In part 8 of our System Design series, we’ll explore the practices and patterns that help systems evolve, stay resilient, and simplify operations over time.

We’ll cover:

  1. Service Discovery – Dynamic endpoints, central config
  2. Deployment Strategies – Canary, blue/green, rollbacks
  3. Monolith vs Microservices – Split only if ops cost justified
  4. Distributed Transactions – Use sagas, avoid 2PC
  5. Event Sourcing & CQRS – Append-only logs, splitting models

1. Service Discovery

TL;DR: Don’t hardcode service endpoints; let services find each other dynamically.

  • Central Registry (e.g., Consul, Eureka): Services register and clients query the registry.
  • Client-side Discovery: Clients load balance by querying registry.
  • Server-side Discovery: Load balancer handles discovery logic.

👉 Example: Kubernetes services use DNS and service mesh proxies (e.g., Envoy).

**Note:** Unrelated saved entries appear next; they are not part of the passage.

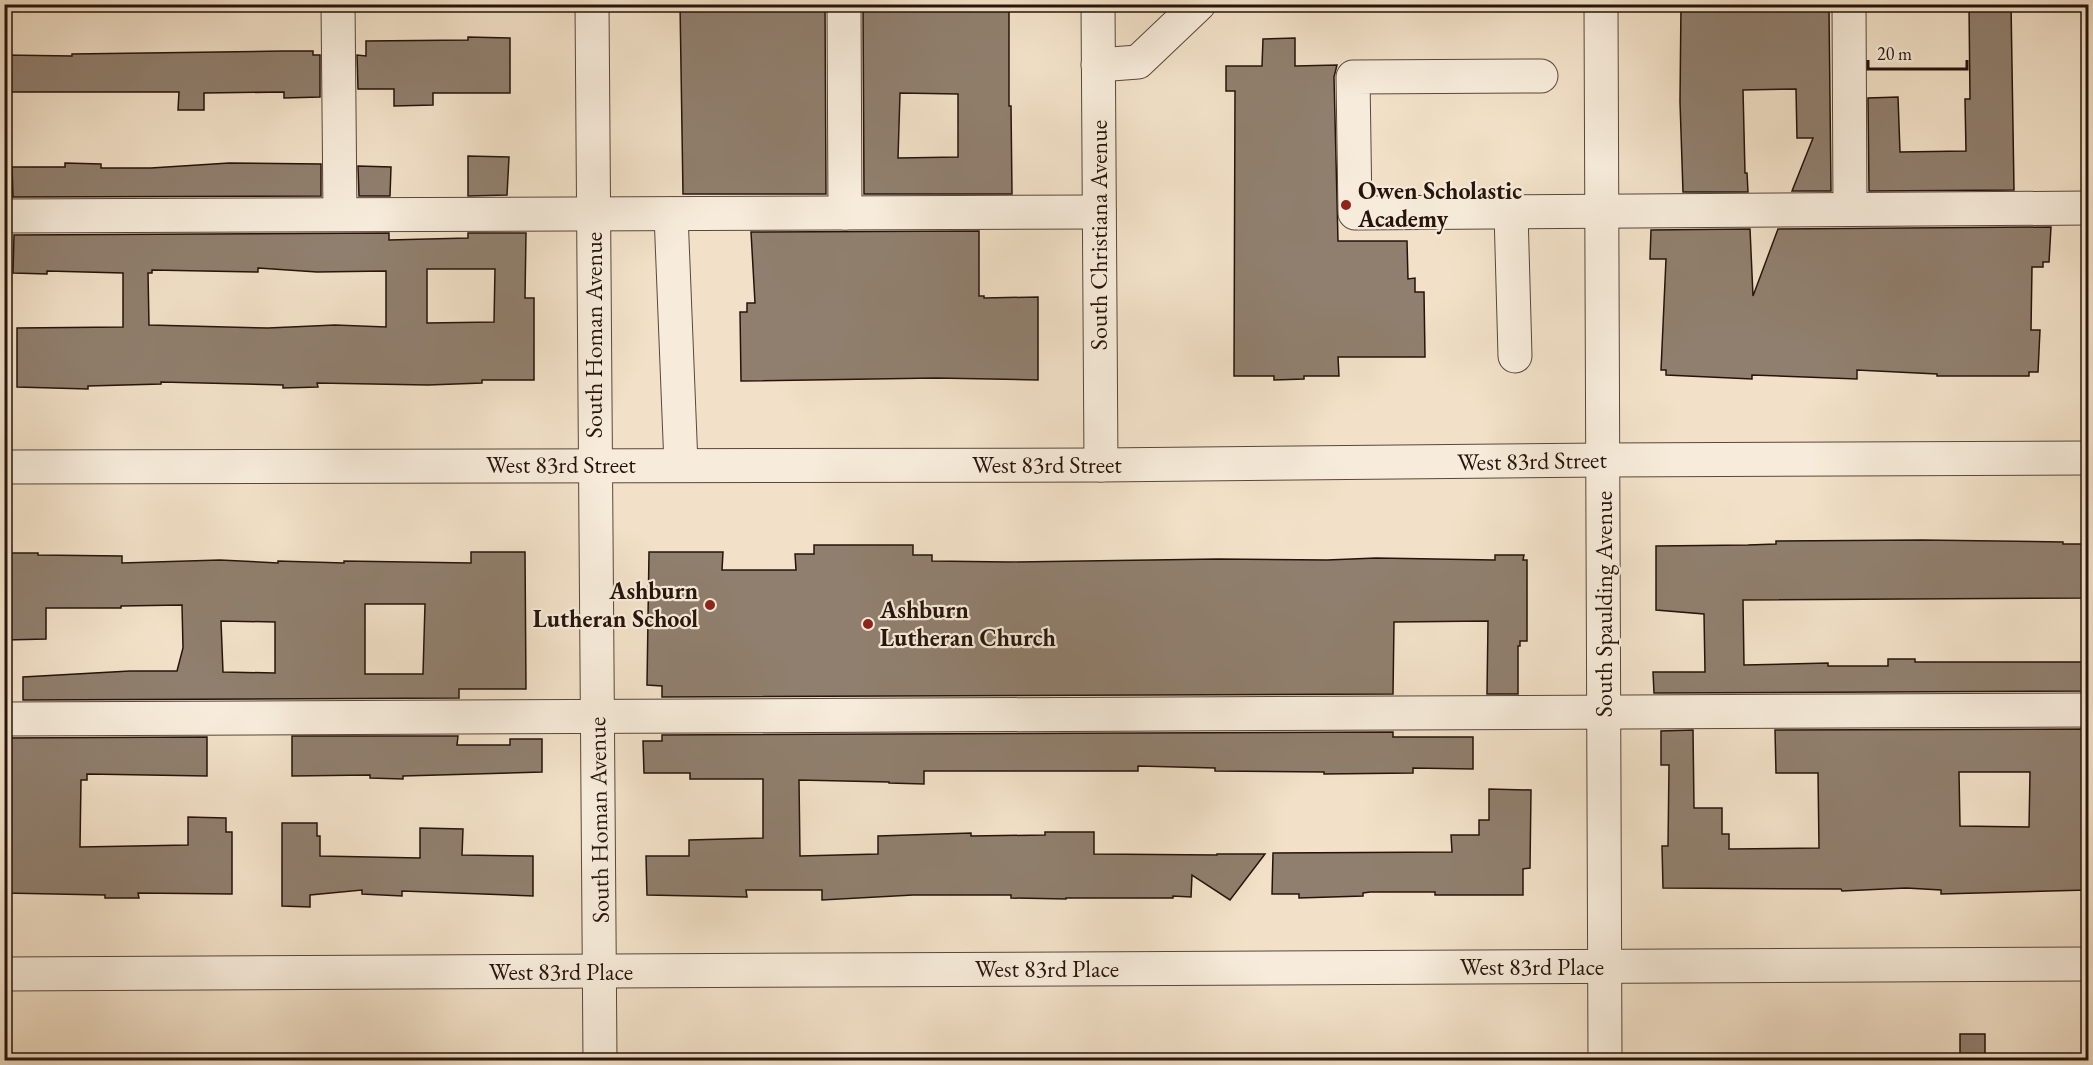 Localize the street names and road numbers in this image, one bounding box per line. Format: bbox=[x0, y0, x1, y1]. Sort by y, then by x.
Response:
street label: South Christiana Avenue bbox=[1083, 120, 1114, 350]
street label: South Homan Avenue bbox=[578, 232, 609, 438]
street label: West 83rd Street bbox=[1457, 444, 1608, 477]
street label: West 83rd Street bbox=[486, 449, 636, 480]
street label: West 83rd Street bbox=[972, 449, 1122, 480]
street label: South Spaulding Avenue bbox=[1588, 491, 1619, 717]
street label: South Homan Avenue bbox=[581, 717, 616, 923]
street label: West 83rd Place bbox=[1460, 951, 1604, 982]
street label: West 83rd Place bbox=[975, 953, 1119, 984]
street label: West 83rd Place bbox=[489, 956, 633, 987]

👉 Interview tie-in: "How does a service find other services in a dynamic environment?" — Central registry approach.


2. Deployment Strategies

TL;DR: Minimize risk during releases.

  • Blue/Green Deployment: Deploy to parallel environment, then switch traffic.
  • Canary Deployment: Gradually expose new version to a subset of users.
  • Rollbacks: Always have a plan to revert to stable version.

👉 Example: New feature rolled out to 5% of users first, monitor errors, then full rollout.

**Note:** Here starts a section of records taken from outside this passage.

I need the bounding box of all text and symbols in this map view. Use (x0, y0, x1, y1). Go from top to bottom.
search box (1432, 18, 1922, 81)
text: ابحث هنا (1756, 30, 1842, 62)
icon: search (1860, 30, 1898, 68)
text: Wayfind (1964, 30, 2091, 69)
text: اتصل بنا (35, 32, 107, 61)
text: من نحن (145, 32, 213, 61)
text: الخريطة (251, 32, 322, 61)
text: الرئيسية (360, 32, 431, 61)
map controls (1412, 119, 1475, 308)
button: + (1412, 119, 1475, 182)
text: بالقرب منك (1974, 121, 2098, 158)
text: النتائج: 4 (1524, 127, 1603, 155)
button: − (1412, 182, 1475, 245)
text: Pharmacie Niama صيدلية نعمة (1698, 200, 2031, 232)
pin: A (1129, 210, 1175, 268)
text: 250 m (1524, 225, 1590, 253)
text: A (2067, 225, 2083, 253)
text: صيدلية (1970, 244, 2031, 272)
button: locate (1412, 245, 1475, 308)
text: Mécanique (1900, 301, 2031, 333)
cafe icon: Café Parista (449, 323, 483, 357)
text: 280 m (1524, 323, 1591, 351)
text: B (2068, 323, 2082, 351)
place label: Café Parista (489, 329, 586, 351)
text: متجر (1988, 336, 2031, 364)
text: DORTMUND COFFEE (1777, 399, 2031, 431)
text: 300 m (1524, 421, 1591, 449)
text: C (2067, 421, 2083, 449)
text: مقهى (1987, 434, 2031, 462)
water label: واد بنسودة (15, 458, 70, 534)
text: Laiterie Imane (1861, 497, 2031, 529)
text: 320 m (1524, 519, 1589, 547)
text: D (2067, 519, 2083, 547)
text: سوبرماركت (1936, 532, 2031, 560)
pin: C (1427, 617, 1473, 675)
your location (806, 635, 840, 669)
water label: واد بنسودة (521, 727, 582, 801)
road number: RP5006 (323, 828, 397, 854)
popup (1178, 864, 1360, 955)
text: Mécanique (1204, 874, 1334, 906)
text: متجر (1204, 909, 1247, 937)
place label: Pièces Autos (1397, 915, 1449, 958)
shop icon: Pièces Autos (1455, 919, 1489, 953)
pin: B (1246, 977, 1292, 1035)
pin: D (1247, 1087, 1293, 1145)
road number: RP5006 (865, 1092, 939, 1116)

👉 Interview tie-in: "How do you minimize deployment risk in production?" — Canary or blue/green deployment.


3. Monolith vs Microservices

TL;DR: Don’t microservice just because it sounds trendy.

  • Monolith: Simple to develop but harder to scale as code grows.
  • Microservices: Independent scaling and deployments but added complexity.

👉 Example: Start monolithic, split when ops bottlenecks emerge.

👉 Interview tie-in: "When would you split a monolith?" — Ops complexity or team size grows.


4. Distributed Transactions

TL;DR: Avoid 2PC; prefer sagas.

  • 2PC (Two-Phase Commit): Strong consistency, high latency.
  • Sagas: Local transactions with compensating actions.

👉 Example: Order triggers inventory decrement and payment; if payment fails, inventory rollback occurs.

👉 Interview tie-in: "How do you handle cross-service transactions?" — Sagas.


5. Event Sourcing & CQRS

TL;DR: Append-only logs with separate read/write models.

  • Event Sourcing: Store all events immutably.
  • CQRS: Separate models for reads and writes.

👉 Example: Event store keeps actions history; read model serves queries.

👉 Interview tie-in: "Why use Event Sourcing over CRUD?" — Auditability and state rebuilds.


✅ Takeaways

  • Use service discovery for dynamic environments
  • Deploy safely with blue/green or canary strategies
  • Microservices make sense only if ops cost justified
  • Implement sagas over 2PC for distributed transactions
  • Use Event Sourcing & CQRS when audit and performance matter

💡 Practice Question:

"Design a booking system where inventory, payment, and notification services coordinate. How do you ensure eventual consistency without 2PC?"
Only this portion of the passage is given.